Морально не примирится она и с расстрелами по мотивам, выставленным в позднейшем таганцевском деле по отношению к Н. И. Лазаревскому, кн. Ухтомскому и др. За что расстреляли этих людей? В официальной публикации (1-го сентября) о Н. И. Лазаревском сказано: «по убеждениям сторонник демократического строя», «к моменту свержения советской власти подготовлял проекты по целому ряду вопросов, как-то: а) формы местного самоуправления в России, б) о судьбе разного рода бумажных денег (русских), в) о форме восстановления кредита в России»; о скульпторе С.  А. Ухтомском : доставлял организации для передачи за границу сведения о музейном (?!) деле и доклад о том же для напечатания в белой прессе». Тогда же был расстрелян и поэт Гумилев. В публикации о деле Н. Н. Щепкина сказано: «Якубовская Мария Александровна, к. д., учительница, находилась в связи с агентом Колчака» – ее реальная вина была только в том, что она попала в засаду на частной квартире. Киевские «Известия» 29-го авг. 1919 г., почти накануне изгнания большевиков из Киева, опубликовали список в 127 расстрелянных «в порядке красного террора» в ответ «на массовые расстрелы рабочих и коммунистов в местностях, захваченных Деникиным и Петлюрой». Кто были эти расстрелянные в огромном большинстве случаев мы не знаем.
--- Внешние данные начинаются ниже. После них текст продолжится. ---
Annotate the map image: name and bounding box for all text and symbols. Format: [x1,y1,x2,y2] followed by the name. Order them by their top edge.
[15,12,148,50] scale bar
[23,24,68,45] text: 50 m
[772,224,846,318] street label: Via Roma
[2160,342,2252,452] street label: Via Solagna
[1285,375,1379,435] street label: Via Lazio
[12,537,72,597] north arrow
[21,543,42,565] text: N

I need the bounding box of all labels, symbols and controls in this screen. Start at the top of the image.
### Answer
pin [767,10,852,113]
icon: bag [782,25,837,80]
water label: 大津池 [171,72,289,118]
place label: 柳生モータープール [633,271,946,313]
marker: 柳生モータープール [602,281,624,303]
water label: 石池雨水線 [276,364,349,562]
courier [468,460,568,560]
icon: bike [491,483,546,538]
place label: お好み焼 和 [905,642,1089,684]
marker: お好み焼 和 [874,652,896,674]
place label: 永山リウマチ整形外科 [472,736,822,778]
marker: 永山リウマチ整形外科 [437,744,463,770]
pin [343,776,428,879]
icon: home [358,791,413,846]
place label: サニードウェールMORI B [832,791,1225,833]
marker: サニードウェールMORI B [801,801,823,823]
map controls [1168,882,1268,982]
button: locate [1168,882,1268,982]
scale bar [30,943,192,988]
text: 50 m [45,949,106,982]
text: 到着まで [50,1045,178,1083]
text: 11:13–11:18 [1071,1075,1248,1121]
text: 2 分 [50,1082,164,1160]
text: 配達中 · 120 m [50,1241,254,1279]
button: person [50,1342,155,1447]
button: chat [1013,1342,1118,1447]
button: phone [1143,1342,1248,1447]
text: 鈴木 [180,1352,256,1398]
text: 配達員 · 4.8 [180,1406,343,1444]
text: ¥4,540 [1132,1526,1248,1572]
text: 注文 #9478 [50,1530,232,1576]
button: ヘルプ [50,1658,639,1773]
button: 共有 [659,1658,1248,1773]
Опубликовывались только фамилии, и надо было верить, что «Синюк Иван Панталеймонович», «Смирнов Владимир Васильевич», «Сербин Митрофан Александрович», «Серебряков Александр Андреевич» и т. д. все это «заклятые враги рабочих и беднейших крестьян». Приведу еще несколько примеров из зарубежной прессы, заимствовавшей их из советских газет юга России. Они аналогичны тем, которые отмечены для центра. Возьмем хотя бы Одессу: мировой судья Никифоров, служивший сторожем на заводе одесского О-ва Парох. и Торговли, расстрелян за то, что, «уклоняясь от мобилизации и отказываясь работать на благо советской России, поступил на завод для шпионажа и агитации среди несознательного пролетариата»; старушка Сигизмундова, получившая письмо из Варны от сына офицера, расстреляна «за сношения с агентом Антанты и ее приспешника Врангеля 231 . В Одессе в 1919 г. ген. Баранов в порядке «красного террора» расстрелян за то, что сфотографировал памятник Екатерины II, стоявший на площади против Ч.К. 232 .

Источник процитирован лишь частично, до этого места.